-- WORK TO BE COMPLETED --
In your answer, print each of the records below exactly.

-- DATA FOR THIS EXERCISE --
++++++

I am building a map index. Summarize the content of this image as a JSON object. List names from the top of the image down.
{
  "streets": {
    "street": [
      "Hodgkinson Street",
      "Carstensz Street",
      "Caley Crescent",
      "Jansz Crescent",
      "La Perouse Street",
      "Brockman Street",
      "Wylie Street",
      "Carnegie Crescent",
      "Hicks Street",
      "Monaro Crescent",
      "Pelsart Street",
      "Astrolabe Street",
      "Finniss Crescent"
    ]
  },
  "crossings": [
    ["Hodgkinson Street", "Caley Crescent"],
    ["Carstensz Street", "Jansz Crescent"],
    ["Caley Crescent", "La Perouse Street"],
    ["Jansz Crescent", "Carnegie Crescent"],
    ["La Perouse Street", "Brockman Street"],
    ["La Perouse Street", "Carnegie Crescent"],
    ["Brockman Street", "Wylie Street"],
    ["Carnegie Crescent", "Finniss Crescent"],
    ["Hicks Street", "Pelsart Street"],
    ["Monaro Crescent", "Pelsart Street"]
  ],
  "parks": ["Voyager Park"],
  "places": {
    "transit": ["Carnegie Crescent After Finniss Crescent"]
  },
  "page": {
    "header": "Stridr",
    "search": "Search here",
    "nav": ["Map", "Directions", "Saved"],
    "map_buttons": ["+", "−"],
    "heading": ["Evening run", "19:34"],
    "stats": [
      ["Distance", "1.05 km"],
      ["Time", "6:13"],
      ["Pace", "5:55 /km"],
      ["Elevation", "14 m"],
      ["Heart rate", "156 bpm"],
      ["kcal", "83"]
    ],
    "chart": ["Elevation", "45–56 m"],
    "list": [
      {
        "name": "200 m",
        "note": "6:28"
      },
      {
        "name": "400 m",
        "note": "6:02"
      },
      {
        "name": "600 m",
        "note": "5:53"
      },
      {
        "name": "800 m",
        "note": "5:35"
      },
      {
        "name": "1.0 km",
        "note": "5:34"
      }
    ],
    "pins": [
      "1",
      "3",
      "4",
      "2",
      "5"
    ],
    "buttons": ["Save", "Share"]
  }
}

++++++

-- OUTPUT BELOW --
I am building a map index. Summarize the content of this image as a JSON object. List names from the top of the image down.
{
  "streets": {
    "street": [
      "Hodgkinson Street",
      "Carstensz Street",
      "Caley Crescent",
      "Jansz Crescent",
      "La Perouse Street",
      "Brockman Street",
      "Wylie Street",
      "Carnegie Crescent",
      "Hicks Street",
      "Monaro Crescent",
      "Pelsart Street",
      "Astrolabe Street",
      "Finniss Crescent"
    ]
  },
  "crossings": [
    ["Hodgkinson Street", "Caley Crescent"],
    ["Carstensz Street", "Jansz Crescent"],
    ["Caley Crescent", "La Perouse Street"],
    ["Jansz Crescent", "Carnegie Crescent"],
    ["La Perouse Street", "Brockman Street"],
    ["La Perouse Street", "Carnegie Crescent"],
    ["Brockman Street", "Wylie Street"],
    ["Carnegie Crescent", "Finniss Crescent"],
    ["Hicks Street", "Pelsart Street"],
    ["Monaro Crescent", "Pelsart Street"]
  ],
  "parks": ["Voyager Park"],
  "places": {
    "transit": ["Carnegie Crescent After Finniss Crescent"]
  },
  "page": {
    "header": "Stridr",
    "search": "Search here",
    "nav": ["Map", "Directions", "Saved"],
    "map_buttons": ["+", "−"],
    "heading": ["Evening run", "19:34"],
    "stats": [
      ["Distance", "1.05 km"],
      ["Time", "6:13"],
      ["Pace", "5:55 /km"],
      ["Elevation", "14 m"],
      ["Heart rate", "156 bpm"],
      ["kcal", "83"]
    ],
    "chart": ["Elevation", "45–56 m"],
    "list": [
      {
        "name": "200 m",
        "note": "6:28"
      },
      {
        "name": "400 m",
        "note": "6:02"
      },
      {
        "name": "600 m",
        "note": "5:53"
      },
      {
        "name": "800 m",
        "note": "5:35"
      },
      {
        "name": "1.0 km",
        "note": "5:34"
      }
    ],
    "pins": [
      "1",
      "3",
      "4",
      "2",
      "5"
    ],
    "buttons": ["Save", "Share"]
  }
}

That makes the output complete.